È mancato soltanto il terzo gol, quello che avrebbe trasformato la partita in un assalto totale.

Nel finale Rui Modesto ha trovato il 2-0 facendo esplodere nuovamente lo stadio, ma il tempo ormai era troppo poco.

L’espulsione di Pierozzi nei minuti di recupero ha poi chiuso definitivamente ogni possibilità.

La vera ferita resta l’andata

Il Palermo saluta i playoff soprattutto per ciò che non ha fatto in Calabria. La sensazione condivisa da ambiente e tifosi è chiara: la qualificazione è stata compromessa nella prima partita, quando la squadra è sembrata irriconoscibile.

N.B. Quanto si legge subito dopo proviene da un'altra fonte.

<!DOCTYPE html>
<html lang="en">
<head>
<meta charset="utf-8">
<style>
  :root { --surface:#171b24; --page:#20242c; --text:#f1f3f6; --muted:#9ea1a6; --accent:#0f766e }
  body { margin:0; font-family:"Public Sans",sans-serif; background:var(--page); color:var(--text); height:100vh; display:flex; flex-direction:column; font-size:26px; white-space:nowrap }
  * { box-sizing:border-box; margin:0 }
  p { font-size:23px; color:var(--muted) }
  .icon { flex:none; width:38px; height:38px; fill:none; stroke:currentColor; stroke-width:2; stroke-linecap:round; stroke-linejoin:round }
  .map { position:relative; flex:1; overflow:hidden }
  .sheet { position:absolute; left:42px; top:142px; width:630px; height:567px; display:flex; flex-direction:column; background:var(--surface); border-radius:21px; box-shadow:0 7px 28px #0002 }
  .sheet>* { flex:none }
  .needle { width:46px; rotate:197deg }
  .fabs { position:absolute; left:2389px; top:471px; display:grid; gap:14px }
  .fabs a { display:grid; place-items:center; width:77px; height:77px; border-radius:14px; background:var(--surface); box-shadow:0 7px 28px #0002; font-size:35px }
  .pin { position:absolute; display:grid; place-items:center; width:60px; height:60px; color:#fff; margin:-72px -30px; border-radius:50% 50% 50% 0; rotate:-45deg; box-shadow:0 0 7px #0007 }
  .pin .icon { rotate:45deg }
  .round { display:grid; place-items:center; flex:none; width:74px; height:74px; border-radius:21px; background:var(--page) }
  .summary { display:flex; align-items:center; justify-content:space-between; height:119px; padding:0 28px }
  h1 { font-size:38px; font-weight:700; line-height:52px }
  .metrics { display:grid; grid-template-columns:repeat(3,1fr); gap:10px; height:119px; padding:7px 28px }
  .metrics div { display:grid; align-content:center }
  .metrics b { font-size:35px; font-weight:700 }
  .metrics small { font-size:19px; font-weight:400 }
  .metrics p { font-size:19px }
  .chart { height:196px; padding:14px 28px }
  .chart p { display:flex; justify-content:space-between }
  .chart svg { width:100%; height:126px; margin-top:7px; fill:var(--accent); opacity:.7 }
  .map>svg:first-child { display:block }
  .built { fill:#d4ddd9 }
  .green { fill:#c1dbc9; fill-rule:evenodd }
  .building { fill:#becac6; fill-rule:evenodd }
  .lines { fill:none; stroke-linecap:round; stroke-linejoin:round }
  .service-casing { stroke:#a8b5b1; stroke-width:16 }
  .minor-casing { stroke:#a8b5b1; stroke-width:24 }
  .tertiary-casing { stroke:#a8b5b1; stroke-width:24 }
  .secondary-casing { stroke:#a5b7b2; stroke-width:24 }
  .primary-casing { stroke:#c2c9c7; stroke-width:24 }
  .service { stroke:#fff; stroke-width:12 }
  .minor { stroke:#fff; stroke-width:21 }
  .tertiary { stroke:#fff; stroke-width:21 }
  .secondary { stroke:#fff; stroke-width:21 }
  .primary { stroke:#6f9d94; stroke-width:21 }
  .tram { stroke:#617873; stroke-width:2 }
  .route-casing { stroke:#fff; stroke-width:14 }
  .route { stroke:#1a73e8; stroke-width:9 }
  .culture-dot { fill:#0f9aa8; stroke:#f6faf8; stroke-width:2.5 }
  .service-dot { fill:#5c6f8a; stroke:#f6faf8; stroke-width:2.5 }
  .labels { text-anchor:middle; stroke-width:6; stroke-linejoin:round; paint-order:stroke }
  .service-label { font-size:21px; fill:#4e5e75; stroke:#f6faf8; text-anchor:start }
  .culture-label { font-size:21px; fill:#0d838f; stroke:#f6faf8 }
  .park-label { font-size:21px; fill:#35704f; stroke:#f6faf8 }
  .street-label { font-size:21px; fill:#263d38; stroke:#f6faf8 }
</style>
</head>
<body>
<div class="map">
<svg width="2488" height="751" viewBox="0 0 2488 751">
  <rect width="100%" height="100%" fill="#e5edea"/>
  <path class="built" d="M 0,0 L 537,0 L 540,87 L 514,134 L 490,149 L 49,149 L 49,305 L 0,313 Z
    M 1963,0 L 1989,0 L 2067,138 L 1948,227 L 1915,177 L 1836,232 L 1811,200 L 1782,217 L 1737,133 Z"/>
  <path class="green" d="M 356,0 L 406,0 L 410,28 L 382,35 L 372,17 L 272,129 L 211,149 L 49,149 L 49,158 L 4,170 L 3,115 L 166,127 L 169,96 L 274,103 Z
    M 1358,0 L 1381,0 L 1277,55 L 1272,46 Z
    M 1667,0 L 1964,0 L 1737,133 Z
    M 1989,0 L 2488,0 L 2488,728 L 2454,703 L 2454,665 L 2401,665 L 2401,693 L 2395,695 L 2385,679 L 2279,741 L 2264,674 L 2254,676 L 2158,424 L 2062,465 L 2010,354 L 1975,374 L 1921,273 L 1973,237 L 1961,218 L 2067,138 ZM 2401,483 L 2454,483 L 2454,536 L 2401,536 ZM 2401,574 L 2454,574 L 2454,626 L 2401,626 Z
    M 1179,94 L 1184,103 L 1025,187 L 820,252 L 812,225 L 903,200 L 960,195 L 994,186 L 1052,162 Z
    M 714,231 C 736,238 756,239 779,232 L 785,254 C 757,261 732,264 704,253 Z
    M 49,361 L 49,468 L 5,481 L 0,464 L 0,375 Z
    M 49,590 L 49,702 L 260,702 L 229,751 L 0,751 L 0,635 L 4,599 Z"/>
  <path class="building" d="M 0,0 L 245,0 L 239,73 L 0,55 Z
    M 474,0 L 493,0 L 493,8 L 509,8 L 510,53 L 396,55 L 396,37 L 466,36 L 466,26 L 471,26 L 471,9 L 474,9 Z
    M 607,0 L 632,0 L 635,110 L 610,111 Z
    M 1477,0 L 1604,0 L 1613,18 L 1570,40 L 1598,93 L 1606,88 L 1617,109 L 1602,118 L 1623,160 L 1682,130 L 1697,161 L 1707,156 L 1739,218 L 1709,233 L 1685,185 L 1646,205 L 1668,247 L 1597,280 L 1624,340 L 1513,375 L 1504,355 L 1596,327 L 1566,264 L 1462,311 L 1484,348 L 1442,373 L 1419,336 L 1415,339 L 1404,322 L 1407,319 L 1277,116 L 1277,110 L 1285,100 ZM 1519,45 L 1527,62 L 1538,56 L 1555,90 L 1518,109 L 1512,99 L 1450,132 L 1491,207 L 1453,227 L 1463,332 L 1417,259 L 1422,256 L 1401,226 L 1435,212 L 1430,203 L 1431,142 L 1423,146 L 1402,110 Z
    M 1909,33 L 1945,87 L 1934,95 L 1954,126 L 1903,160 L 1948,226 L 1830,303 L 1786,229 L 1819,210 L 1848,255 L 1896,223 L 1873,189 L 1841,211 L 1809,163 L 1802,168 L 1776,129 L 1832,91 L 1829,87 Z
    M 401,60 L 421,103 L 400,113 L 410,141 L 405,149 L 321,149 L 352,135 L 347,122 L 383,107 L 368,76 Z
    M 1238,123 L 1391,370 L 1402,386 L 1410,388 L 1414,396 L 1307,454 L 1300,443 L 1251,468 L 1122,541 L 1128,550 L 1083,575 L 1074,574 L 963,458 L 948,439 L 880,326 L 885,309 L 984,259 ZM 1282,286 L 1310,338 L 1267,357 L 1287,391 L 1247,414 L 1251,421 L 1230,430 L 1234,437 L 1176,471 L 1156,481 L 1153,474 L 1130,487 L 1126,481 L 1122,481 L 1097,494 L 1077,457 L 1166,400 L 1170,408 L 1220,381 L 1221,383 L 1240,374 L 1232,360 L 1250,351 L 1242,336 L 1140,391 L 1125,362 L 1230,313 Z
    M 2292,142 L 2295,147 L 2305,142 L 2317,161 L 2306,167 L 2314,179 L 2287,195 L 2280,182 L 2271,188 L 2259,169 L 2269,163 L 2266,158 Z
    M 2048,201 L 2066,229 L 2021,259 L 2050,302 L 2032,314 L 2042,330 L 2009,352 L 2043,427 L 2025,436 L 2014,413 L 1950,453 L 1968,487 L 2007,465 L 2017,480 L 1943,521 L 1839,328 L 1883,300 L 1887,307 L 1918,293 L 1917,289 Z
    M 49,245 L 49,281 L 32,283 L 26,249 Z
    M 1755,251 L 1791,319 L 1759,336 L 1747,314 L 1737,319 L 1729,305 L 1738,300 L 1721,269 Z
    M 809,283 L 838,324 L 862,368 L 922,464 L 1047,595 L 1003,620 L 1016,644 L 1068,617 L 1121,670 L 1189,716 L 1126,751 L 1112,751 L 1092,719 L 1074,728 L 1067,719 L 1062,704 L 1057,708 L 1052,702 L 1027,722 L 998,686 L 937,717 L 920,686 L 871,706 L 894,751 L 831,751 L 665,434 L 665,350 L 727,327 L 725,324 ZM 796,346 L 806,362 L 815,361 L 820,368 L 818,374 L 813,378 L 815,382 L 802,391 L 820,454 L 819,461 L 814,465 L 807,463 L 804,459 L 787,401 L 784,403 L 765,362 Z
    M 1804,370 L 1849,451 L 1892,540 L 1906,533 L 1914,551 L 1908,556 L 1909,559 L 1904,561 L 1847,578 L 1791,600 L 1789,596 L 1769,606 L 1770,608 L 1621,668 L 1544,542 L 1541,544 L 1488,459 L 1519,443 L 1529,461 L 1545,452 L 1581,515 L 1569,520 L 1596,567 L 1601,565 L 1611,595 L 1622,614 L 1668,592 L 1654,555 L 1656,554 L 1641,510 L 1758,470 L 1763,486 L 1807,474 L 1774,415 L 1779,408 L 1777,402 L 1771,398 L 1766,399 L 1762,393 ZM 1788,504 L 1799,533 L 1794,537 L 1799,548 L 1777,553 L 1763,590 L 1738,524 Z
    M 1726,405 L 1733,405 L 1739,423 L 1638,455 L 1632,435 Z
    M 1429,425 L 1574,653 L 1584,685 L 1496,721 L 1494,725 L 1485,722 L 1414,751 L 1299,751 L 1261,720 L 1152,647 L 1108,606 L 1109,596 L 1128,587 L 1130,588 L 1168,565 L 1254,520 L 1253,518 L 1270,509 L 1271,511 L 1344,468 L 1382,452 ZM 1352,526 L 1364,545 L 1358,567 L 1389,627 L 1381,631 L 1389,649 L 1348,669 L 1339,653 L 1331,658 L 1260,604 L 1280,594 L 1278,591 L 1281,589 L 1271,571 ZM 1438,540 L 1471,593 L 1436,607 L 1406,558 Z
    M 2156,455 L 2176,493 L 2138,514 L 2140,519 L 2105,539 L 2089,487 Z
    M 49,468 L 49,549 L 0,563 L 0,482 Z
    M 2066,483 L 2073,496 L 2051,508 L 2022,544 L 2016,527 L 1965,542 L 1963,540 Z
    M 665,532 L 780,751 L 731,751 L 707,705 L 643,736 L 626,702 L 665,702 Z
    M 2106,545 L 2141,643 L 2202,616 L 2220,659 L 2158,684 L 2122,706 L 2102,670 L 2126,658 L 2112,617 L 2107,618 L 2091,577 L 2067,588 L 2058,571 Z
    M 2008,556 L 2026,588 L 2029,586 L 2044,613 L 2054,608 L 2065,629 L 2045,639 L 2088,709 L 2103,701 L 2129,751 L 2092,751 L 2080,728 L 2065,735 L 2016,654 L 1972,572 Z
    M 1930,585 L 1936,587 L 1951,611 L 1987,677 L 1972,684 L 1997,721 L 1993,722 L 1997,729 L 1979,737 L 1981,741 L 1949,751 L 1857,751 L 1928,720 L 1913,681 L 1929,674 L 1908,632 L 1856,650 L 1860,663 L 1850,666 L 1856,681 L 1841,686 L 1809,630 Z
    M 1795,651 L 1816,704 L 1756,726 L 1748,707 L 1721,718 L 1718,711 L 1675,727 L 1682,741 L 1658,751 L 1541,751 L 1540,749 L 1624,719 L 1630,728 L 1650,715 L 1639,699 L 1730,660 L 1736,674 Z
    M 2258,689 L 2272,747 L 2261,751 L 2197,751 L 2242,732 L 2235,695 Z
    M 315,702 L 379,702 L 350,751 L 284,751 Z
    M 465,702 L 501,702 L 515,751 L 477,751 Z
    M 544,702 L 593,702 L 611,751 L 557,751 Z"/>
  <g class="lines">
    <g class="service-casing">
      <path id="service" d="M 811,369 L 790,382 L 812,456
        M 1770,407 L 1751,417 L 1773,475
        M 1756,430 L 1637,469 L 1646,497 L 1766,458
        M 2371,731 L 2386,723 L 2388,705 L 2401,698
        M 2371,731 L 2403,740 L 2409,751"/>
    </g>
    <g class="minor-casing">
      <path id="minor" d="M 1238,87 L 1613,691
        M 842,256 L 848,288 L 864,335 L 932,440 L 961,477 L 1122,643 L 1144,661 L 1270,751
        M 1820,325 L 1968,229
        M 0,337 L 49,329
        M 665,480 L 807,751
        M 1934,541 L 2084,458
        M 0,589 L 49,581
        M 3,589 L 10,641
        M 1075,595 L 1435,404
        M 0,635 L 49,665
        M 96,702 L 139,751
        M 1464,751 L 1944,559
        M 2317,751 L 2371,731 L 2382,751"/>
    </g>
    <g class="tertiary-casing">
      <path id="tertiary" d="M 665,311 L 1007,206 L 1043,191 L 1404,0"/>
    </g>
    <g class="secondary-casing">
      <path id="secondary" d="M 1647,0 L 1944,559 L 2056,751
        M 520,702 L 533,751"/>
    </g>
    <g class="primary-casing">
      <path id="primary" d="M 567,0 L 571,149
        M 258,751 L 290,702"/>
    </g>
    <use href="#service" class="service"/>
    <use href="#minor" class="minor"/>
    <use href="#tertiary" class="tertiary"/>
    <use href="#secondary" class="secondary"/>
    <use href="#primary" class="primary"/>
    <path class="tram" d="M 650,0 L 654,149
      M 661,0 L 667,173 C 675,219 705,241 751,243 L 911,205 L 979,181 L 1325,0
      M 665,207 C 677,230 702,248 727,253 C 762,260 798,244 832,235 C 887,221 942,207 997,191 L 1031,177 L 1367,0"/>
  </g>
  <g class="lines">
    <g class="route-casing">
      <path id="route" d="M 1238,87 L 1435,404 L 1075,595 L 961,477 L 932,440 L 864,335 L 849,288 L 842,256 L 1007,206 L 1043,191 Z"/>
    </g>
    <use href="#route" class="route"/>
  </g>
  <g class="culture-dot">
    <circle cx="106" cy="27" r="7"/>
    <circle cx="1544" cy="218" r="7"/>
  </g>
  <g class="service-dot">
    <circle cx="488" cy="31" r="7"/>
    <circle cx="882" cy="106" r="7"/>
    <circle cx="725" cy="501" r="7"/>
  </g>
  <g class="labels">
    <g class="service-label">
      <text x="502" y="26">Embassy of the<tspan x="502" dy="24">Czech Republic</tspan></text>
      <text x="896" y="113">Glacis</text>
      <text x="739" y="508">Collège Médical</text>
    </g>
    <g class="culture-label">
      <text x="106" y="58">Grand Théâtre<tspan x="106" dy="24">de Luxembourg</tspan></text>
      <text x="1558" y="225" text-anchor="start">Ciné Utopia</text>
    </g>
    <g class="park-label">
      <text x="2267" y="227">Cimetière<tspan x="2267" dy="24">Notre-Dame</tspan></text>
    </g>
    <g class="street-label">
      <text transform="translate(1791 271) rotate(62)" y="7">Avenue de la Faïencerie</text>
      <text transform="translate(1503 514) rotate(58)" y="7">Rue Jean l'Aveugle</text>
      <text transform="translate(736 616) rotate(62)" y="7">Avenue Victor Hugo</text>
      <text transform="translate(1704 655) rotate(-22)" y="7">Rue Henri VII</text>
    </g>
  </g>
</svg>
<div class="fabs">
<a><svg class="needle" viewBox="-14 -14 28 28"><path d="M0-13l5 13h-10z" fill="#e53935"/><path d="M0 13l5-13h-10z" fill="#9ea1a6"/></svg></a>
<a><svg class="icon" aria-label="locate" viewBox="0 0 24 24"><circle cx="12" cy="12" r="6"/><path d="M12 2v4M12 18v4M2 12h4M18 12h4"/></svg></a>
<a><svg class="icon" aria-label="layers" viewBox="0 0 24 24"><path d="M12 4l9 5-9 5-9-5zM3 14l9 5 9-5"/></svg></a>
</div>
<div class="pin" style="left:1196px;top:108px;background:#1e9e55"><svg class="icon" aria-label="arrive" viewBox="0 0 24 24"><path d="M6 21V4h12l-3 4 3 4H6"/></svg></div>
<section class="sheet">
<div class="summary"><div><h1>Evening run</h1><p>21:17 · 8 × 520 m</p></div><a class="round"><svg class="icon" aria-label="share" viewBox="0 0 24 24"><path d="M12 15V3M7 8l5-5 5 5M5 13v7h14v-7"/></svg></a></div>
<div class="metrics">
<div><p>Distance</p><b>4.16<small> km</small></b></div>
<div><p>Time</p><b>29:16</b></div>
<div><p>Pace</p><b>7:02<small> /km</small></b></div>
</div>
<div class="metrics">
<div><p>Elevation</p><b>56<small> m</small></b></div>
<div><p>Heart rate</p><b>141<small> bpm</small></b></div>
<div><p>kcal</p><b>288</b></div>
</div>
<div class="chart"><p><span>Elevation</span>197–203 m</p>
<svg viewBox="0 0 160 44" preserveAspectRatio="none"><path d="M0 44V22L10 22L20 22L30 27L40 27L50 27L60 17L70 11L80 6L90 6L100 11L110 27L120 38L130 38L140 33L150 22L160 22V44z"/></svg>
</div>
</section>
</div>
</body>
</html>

Al Barbera, invece, si è vista una squadra più vicina alla propria identità.

Ed è proprio questo ad aumentare i rimpianti.

Applausi ma tanta amarezza

Alla fine il pubblico ha comunque applaudito la squadra. Nonostante l’eliminazione, il Barbera ha riconosciuto lo sforzo e la reazione mostrata nella gara di ritorno.

Resta però la sensazione di un’occasione persa.

Perché questo Palermo, per qualità della rosa e per continuità mostrata durante la stagione, aveva davvero le caratteristiche per arrivare fino in fondo.

La stagione si chiude quindi tra orgoglio e delusione. Con la consapevolezza di avere una squadra forte, ma anche con il peso enorme di una semifinale d’andata che ha finito per cambiare tutto.